Passou a frequentar o café da terra, sobretudo pela manhã e nos fins de tarde. Em casa, durante o dia, lia e cozinhava. Aprendera a cozinhar durante a vida militar, quando prestou serviço na messe dos sargentos de um quartel no Norte. Ainda hoje se perguntava porque não seguira a profissão de cozinheiro.
Quando entrava pela porta do cafezito, ouviam-se cadeiras a arrastar, dando-lhe lugar à mesa, numa disputa pela sua presença. Todos, novos e velhos, apreciavam a sua habilidade para contar histórias.
Naquele dia, um dos presentes, ainda bastante jovem, falava do acidente de trabalho que tivera e que lhe esmagara uma perna. Logo Orlando contou histórias de vários estropiados das guerras coloniais, que ficavam sem pernas e por vezes cegos, quando não morriam. Quase todos eles, com maior ou menor dificuldade, mas sobretudo com grande força de vontade, tinham sabido ultrapassar as suas deficiências e levar vidas quase normais. Quem o ouvia descrever, com detalhes, os rebentamentos de minas, algures nas picadas de Angola ou nas florestas da Guiné, julgava mesmo que ele lá tinha estado, o que não era o caso, pois o “senhor” Orlando, como lhe chamavam respeitosamente, tinha estado apenas em Goa que, comparada com os outros territórios coloniais mais tarde em tempo de guerra, era um paraíso. E que coisas maravilhosas ele contava de Goa, dos Goeses e do belo rio Mandovi.

Naquela tarde, encontrava-me num banco do jardim, junto do coreto, conversando com um velho reformado que se sentara ao pé de mim. Queixava-se da vida, dizendo sem hesitações que no tempo da “outra senhora” tudo era muito melhor. Apercebi-me da aproximação do senhor Orlando e chamei-o:
- «Sente-se aqui connosco. Venha ajudar-nos nesta conversa. Este amigo queixa-se, como toda a gente, da crise que o país atravessa e que tanto prejudica os trabalhadores e os reformados. Diz que antigamente era tudo muito melhor» …
- «Ora deixem-me instalar bem, pois as minhas artroses não perdoam quando há mudanças de tempo.
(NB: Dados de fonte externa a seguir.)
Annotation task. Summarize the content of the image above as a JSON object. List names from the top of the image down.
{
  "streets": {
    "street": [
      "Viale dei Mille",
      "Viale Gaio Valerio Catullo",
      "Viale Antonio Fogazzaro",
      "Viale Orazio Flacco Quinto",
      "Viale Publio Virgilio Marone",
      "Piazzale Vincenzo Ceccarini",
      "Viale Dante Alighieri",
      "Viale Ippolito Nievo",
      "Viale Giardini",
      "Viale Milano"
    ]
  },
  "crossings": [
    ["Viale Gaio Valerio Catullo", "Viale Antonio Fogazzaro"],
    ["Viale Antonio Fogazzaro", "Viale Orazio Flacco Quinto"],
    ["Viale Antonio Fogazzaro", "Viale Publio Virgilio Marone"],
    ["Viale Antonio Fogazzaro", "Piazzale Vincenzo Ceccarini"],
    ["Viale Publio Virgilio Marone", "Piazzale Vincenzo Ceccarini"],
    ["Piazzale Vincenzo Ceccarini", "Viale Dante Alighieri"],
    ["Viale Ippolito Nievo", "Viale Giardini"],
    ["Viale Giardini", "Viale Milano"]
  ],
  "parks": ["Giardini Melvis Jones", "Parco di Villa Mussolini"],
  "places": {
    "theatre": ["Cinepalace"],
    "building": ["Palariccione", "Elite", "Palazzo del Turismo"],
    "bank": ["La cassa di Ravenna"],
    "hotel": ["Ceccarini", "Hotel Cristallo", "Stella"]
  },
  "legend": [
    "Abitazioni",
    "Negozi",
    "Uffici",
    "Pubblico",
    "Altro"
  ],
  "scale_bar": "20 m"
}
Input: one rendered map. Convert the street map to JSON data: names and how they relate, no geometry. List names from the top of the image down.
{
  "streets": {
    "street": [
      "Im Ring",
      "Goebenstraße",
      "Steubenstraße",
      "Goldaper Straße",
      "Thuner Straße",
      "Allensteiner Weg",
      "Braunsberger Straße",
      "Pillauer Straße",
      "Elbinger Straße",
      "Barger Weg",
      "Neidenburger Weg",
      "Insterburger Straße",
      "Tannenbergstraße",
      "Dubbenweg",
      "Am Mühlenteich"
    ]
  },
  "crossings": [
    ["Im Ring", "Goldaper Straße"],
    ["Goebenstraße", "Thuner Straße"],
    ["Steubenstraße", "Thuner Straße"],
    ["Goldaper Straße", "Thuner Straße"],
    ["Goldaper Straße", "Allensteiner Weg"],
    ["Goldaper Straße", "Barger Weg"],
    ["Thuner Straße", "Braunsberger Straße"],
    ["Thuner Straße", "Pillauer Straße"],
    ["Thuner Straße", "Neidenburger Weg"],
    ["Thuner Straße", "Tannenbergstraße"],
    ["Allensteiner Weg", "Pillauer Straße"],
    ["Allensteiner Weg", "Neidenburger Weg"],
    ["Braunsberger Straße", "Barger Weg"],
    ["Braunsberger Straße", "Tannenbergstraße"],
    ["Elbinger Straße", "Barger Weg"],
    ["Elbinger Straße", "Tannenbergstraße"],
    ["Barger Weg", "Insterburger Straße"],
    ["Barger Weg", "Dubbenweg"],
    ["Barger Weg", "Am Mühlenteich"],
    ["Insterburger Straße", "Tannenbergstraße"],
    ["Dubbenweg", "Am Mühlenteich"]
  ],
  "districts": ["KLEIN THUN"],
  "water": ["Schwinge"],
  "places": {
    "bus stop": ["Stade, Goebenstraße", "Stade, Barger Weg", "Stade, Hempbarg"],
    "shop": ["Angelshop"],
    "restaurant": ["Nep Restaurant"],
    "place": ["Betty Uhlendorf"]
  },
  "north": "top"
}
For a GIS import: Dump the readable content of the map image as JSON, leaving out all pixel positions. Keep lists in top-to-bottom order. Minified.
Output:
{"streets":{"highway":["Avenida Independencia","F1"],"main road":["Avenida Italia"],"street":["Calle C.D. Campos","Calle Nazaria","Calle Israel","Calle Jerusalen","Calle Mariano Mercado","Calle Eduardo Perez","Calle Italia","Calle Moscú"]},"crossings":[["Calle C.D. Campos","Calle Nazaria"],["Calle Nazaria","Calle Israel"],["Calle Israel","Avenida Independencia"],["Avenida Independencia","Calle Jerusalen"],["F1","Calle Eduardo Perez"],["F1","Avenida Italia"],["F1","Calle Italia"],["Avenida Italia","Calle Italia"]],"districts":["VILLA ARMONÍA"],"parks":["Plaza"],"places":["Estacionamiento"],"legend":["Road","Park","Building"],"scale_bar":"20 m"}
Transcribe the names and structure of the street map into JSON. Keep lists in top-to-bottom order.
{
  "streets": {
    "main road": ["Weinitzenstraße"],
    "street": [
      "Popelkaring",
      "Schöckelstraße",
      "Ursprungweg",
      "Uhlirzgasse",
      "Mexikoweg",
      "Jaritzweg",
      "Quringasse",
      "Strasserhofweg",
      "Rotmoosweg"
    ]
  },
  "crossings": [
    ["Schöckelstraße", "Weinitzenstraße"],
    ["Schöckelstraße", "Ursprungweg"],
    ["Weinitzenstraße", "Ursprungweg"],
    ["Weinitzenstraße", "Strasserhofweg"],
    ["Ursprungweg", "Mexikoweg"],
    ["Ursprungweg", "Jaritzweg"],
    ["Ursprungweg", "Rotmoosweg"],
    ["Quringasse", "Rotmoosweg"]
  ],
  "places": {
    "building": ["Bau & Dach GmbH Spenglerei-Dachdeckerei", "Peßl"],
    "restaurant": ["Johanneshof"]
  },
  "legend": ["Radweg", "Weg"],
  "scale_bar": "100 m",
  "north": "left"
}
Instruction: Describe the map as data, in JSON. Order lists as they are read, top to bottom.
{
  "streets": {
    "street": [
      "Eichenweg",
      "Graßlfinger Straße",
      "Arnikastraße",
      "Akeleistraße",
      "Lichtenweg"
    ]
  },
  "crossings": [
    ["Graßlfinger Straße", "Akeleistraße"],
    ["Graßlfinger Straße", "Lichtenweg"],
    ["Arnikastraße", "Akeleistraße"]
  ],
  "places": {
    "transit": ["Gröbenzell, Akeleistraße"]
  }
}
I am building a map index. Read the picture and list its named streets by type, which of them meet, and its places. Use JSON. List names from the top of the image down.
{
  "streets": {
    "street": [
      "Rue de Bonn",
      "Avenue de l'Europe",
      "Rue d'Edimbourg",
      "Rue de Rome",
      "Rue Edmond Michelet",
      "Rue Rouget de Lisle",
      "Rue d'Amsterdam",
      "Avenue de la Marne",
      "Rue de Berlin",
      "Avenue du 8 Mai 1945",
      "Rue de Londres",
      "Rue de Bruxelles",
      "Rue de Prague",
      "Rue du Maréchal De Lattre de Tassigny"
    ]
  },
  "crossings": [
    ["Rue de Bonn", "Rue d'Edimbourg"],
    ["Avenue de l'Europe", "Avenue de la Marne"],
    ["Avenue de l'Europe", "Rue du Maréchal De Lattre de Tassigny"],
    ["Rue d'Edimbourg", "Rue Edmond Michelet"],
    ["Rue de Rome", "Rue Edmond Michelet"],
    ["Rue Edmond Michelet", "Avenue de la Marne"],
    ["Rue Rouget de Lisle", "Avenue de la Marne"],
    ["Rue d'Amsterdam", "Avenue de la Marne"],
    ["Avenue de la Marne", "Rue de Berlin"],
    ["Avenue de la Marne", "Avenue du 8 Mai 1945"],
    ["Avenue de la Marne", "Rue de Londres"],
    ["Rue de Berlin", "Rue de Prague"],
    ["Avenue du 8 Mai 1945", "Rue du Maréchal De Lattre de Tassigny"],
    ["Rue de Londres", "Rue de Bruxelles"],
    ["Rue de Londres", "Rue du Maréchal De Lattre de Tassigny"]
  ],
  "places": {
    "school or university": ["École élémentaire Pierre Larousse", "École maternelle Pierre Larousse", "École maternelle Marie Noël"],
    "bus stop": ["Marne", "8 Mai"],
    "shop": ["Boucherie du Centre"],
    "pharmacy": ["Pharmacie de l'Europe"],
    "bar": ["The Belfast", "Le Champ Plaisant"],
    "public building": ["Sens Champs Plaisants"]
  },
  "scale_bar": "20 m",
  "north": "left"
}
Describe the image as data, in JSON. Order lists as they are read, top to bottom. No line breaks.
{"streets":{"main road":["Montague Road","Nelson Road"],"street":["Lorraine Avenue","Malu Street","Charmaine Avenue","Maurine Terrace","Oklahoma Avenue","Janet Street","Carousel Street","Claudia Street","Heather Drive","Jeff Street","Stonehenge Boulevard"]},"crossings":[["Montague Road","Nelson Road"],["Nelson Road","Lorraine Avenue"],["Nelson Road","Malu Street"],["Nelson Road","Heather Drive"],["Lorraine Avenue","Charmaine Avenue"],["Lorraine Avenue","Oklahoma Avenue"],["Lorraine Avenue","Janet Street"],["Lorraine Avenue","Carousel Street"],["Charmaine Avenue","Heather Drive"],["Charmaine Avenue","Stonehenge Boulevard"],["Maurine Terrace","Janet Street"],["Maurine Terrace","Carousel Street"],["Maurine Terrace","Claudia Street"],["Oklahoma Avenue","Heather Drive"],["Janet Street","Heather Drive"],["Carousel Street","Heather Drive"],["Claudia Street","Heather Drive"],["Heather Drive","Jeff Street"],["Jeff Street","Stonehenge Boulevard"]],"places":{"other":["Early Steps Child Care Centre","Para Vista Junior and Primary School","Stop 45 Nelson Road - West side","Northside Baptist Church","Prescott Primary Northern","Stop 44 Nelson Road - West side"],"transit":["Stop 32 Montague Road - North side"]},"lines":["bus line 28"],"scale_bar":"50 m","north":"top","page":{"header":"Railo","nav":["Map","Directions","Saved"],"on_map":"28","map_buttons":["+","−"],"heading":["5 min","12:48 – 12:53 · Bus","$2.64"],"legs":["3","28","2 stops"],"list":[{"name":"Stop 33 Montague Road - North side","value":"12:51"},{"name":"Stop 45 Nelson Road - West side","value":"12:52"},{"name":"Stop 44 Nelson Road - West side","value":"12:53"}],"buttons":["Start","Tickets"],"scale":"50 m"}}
Se bem entendo, está a querer dizer - sejamos claros - que no tempo do “botas” vivíamos melhor. Puro engano. Éramos um país de analfabetos, os trabalhadores não se podiam manifestar, havia miséria, não podíamos falar à vontade nem tínhamos o direito de reunião. Éramos uma terra de emigrantes, com muita gente a passar fome e muitas crianças a não saberem sequer o que era um par de sapatos. O que acontecia era que os jornais só diziam o que a Censura deixava publicar. A Rádio era igual e a Televisão, mais tarde, também. Vivíamos num país e num mundo onde não acontecia nada. Até era proibido noticiar os suicídios. Isto tudo, acompanhado de discursos do “chefe” e sob a vigilância da polícia politica, através dos chamados “bufos”. Agora todas as coisas podem ser escritas e faladas nos jornais, na rádio e na televisão, minutos depois de acontecerem. Pode criticar-se os governantes. Se estivermos bem informados, podemos tentar mudar o rumo das coisas através do voto popular».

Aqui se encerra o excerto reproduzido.